Data.
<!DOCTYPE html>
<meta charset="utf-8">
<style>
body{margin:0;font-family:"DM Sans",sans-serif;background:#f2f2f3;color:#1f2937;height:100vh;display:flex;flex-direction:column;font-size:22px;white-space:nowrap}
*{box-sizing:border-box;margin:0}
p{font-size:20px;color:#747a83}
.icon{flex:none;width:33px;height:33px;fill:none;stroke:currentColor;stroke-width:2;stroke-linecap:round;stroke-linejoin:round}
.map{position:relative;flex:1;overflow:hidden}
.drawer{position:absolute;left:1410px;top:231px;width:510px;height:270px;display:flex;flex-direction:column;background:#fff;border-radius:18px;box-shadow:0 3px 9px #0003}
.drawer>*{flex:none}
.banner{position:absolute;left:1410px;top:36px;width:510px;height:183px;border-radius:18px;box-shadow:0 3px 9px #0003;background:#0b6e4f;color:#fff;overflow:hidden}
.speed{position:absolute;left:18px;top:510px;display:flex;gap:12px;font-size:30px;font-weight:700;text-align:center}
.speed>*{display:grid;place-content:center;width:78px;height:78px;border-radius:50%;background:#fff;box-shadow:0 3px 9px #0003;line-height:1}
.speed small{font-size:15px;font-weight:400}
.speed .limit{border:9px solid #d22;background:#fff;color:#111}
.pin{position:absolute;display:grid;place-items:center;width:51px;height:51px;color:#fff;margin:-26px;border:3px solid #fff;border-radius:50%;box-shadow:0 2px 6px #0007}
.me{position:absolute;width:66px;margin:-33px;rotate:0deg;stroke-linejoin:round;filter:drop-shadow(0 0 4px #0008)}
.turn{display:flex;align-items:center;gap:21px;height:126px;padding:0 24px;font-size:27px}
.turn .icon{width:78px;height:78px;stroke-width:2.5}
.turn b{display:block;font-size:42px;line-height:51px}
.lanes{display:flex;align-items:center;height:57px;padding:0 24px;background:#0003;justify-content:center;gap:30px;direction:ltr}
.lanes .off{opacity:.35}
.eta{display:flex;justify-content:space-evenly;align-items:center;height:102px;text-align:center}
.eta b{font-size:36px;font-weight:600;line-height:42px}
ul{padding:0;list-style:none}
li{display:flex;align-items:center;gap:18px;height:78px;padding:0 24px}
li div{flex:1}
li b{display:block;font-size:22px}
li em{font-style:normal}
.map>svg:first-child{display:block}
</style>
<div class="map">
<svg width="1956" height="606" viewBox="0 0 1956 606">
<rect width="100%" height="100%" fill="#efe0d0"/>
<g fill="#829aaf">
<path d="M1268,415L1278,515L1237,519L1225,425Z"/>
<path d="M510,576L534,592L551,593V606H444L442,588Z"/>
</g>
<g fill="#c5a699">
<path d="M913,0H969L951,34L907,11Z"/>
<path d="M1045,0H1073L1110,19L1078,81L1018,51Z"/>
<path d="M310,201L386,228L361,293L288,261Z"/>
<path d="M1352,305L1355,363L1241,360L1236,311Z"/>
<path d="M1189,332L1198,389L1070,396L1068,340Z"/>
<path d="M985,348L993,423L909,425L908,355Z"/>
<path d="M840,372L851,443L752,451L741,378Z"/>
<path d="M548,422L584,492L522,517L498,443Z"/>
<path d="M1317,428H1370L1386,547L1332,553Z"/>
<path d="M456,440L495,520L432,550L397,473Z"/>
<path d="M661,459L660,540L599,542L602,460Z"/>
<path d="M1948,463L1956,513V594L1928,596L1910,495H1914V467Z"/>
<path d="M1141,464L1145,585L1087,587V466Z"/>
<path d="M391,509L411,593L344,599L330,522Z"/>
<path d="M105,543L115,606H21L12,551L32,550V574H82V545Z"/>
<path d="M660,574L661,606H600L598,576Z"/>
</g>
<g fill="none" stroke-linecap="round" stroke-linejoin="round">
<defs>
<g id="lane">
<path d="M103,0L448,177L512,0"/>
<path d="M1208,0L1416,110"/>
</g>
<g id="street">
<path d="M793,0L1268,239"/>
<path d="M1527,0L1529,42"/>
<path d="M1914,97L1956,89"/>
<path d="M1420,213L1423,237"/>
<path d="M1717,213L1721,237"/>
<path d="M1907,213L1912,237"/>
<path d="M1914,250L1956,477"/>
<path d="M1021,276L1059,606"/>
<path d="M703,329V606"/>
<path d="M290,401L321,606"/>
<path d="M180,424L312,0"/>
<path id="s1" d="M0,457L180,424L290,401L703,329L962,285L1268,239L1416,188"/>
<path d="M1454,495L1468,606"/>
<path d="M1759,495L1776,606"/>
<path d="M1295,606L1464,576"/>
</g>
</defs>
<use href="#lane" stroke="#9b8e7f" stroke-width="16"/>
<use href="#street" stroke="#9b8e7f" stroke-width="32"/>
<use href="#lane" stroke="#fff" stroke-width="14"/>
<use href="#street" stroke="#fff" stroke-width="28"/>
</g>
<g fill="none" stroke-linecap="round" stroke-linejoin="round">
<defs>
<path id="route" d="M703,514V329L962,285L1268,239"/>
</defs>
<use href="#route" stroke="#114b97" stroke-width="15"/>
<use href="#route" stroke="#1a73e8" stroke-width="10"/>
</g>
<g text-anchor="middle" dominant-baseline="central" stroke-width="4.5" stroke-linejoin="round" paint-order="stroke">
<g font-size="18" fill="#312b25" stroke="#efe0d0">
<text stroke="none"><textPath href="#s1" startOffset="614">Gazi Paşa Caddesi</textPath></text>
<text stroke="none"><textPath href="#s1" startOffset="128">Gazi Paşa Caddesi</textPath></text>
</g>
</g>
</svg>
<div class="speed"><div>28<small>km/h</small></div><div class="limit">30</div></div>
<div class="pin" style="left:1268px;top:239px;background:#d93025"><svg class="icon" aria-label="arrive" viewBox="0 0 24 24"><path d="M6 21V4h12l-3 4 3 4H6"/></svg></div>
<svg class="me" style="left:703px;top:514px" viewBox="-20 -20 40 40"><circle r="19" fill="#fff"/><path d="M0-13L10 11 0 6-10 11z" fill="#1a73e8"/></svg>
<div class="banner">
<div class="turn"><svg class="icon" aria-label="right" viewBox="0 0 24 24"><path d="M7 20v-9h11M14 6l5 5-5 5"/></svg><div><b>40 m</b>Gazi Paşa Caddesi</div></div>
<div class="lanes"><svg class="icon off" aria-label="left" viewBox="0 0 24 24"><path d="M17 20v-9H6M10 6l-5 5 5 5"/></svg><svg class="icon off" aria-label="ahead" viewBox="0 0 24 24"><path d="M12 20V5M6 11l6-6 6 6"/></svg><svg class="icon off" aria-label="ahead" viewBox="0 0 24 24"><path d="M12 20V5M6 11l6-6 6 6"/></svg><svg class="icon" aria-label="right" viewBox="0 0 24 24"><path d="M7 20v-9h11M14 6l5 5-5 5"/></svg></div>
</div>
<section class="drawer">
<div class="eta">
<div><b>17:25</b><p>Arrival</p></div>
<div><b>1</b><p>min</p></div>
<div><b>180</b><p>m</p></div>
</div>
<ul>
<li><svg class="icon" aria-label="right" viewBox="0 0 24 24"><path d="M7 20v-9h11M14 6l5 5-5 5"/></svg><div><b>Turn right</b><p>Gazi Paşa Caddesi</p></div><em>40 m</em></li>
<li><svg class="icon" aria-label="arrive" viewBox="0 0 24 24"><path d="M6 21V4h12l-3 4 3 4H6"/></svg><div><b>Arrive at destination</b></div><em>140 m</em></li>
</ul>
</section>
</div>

Exercise requirements. For this exercise, please copy exactly the lines from the one holding "<div><b>1</b><p>min</p></div>" through the end of the records, the first and last included.

Exercise answer.
<div><b>1</b><p>min</p></div>
<div><b>180</b><p>m</p></div>
</div>
<ul>
<li><svg class="icon" aria-label="right" viewBox="0 0 24 24"><path d="M7 20v-9h11M14 6l5 5-5 5"/></svg><div><b>Turn right</b><p>Gazi Paşa Caddesi</p></div><em>40 m</em></li>
<li><svg class="icon" aria-label="arrive" viewBox="0 0 24 24"><path d="M6 21V4h12l-3 4 3 4H6"/></svg><div><b>Arrive at destination</b></div><em>140 m</em></li>
</ul>
</section>
</div>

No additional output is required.